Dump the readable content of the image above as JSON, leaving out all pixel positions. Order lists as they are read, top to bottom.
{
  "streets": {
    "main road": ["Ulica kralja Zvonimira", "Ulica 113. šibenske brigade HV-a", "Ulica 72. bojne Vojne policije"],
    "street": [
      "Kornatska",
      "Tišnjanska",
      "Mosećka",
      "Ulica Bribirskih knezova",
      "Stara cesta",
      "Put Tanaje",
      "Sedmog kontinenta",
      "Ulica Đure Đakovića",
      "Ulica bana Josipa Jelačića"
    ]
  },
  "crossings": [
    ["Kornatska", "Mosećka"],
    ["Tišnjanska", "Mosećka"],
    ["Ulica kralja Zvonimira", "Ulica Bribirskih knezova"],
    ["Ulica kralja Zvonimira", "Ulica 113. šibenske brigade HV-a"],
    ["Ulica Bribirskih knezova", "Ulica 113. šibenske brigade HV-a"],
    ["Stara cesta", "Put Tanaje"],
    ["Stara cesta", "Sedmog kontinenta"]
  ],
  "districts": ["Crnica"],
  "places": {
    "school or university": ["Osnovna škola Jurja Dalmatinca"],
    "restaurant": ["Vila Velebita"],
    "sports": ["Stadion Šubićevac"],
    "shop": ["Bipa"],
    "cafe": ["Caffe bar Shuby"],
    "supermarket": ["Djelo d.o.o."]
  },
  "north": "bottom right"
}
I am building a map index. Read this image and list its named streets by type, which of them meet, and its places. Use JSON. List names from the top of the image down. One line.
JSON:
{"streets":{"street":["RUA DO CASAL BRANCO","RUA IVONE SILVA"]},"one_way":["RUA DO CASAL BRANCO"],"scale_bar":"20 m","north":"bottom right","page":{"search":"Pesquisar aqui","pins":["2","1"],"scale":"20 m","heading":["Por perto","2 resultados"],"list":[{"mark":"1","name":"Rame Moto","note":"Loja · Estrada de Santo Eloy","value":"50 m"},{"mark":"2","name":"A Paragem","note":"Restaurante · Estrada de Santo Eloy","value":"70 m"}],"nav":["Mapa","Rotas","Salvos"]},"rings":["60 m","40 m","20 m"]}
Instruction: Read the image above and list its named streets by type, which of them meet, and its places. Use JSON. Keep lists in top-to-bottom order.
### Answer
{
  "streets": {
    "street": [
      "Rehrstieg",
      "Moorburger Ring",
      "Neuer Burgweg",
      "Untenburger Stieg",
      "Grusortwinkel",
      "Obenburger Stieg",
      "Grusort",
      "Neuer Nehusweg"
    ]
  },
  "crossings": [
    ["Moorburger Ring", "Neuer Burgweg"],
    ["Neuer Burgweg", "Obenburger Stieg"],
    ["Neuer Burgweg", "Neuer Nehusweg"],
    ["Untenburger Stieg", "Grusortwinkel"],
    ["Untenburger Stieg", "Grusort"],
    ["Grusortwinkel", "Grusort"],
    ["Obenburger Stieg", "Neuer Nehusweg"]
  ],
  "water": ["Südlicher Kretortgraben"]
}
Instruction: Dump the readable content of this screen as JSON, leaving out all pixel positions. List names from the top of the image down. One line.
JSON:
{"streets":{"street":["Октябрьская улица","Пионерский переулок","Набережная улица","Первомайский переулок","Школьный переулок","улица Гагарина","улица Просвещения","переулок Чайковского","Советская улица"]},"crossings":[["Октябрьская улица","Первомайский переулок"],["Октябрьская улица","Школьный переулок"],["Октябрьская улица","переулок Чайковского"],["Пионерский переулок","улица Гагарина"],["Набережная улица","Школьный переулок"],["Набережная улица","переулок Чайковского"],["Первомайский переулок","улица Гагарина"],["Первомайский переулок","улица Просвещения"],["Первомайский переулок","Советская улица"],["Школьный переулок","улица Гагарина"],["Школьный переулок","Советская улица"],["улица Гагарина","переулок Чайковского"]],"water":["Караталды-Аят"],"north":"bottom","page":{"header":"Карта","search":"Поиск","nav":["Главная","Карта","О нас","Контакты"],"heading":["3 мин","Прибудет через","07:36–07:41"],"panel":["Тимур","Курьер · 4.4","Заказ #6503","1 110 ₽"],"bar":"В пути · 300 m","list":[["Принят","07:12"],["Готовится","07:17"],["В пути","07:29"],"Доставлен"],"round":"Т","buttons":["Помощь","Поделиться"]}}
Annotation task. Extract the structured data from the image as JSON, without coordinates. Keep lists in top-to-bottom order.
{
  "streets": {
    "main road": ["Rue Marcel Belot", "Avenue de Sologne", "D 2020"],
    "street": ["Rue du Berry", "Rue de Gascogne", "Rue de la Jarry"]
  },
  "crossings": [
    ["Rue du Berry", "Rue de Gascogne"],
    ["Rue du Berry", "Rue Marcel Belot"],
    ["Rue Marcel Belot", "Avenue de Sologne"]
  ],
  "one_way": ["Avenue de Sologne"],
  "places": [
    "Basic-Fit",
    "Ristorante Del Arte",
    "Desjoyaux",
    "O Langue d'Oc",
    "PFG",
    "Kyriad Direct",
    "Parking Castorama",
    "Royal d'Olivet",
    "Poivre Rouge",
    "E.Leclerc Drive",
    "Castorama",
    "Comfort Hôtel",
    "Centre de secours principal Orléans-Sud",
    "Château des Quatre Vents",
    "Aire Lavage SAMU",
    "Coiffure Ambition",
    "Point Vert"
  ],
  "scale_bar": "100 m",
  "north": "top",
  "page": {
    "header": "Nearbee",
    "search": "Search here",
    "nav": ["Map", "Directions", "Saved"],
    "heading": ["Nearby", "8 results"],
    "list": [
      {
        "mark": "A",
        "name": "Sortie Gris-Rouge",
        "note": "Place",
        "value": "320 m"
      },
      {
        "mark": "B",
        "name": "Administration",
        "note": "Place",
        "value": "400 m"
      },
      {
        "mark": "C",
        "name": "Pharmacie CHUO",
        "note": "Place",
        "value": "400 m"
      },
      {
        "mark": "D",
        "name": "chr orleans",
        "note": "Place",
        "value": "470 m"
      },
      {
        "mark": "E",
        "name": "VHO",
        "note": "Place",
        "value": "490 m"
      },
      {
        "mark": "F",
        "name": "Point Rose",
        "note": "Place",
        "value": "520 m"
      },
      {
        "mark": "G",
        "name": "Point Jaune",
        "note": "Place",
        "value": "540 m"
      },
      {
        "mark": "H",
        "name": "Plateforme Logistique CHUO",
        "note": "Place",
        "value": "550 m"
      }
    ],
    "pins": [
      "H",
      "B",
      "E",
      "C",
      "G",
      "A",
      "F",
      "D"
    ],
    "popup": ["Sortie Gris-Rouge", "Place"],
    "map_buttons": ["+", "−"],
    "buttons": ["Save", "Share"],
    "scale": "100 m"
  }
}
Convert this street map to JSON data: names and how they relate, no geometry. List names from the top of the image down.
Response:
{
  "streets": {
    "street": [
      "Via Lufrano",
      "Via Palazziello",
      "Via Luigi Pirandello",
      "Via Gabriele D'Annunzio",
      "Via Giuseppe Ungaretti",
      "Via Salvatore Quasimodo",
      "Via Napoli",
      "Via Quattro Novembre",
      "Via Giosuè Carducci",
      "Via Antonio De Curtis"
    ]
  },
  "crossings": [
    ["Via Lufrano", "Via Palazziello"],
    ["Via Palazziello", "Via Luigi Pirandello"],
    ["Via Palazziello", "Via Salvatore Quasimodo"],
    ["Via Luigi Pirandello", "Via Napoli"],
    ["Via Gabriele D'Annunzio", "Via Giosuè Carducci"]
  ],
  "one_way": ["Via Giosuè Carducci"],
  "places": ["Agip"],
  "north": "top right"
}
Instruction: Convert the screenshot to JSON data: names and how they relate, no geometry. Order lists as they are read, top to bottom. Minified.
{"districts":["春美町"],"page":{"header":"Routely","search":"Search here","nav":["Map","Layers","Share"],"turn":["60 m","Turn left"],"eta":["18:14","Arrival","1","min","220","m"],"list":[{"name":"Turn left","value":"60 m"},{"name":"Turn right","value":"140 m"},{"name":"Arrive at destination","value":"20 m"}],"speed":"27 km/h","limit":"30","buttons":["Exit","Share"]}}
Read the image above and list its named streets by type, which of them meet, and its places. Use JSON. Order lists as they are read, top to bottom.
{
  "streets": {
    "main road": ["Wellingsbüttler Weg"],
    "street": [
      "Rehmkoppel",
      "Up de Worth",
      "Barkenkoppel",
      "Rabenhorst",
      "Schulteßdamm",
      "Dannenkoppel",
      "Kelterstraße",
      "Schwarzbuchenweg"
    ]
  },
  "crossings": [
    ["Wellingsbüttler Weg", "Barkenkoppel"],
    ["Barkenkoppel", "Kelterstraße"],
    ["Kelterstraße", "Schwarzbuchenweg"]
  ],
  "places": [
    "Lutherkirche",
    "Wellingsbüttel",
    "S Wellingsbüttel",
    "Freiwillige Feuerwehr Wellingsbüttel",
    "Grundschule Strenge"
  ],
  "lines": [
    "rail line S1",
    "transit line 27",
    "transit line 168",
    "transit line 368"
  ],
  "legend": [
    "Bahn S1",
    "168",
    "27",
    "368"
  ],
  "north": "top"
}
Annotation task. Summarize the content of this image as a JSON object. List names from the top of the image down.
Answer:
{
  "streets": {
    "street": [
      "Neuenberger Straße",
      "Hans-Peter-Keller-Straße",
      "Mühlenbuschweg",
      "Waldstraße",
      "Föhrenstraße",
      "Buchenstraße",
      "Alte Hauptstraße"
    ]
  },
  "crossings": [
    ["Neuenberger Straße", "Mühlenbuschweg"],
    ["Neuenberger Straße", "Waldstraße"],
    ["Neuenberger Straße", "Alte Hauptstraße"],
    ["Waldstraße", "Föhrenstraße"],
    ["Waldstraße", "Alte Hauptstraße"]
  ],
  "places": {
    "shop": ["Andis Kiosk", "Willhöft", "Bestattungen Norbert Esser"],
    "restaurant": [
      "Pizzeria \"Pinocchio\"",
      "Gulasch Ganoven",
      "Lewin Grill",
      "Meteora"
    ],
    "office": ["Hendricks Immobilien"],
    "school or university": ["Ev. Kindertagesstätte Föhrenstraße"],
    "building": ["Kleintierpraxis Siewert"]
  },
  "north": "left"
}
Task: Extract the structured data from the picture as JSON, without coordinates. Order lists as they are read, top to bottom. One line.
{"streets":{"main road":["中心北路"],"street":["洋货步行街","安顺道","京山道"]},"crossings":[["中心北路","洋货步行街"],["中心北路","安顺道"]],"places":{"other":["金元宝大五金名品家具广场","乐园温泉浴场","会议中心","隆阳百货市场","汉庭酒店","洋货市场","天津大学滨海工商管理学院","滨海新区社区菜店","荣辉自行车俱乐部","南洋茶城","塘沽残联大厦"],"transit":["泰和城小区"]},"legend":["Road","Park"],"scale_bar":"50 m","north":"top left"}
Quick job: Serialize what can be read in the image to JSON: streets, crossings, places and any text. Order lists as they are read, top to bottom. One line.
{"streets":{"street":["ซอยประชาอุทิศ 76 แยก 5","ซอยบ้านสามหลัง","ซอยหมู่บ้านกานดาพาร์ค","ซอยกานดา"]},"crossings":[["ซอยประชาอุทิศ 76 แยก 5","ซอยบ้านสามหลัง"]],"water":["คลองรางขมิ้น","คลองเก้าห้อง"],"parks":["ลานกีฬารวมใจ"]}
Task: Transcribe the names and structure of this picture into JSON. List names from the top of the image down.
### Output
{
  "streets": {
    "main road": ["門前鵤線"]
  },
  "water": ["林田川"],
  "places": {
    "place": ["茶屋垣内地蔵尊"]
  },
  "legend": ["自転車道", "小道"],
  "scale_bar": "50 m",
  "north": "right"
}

| Work to complete |
Exactly how many lines in the data above hold "this"? State that number only.

| Response |
5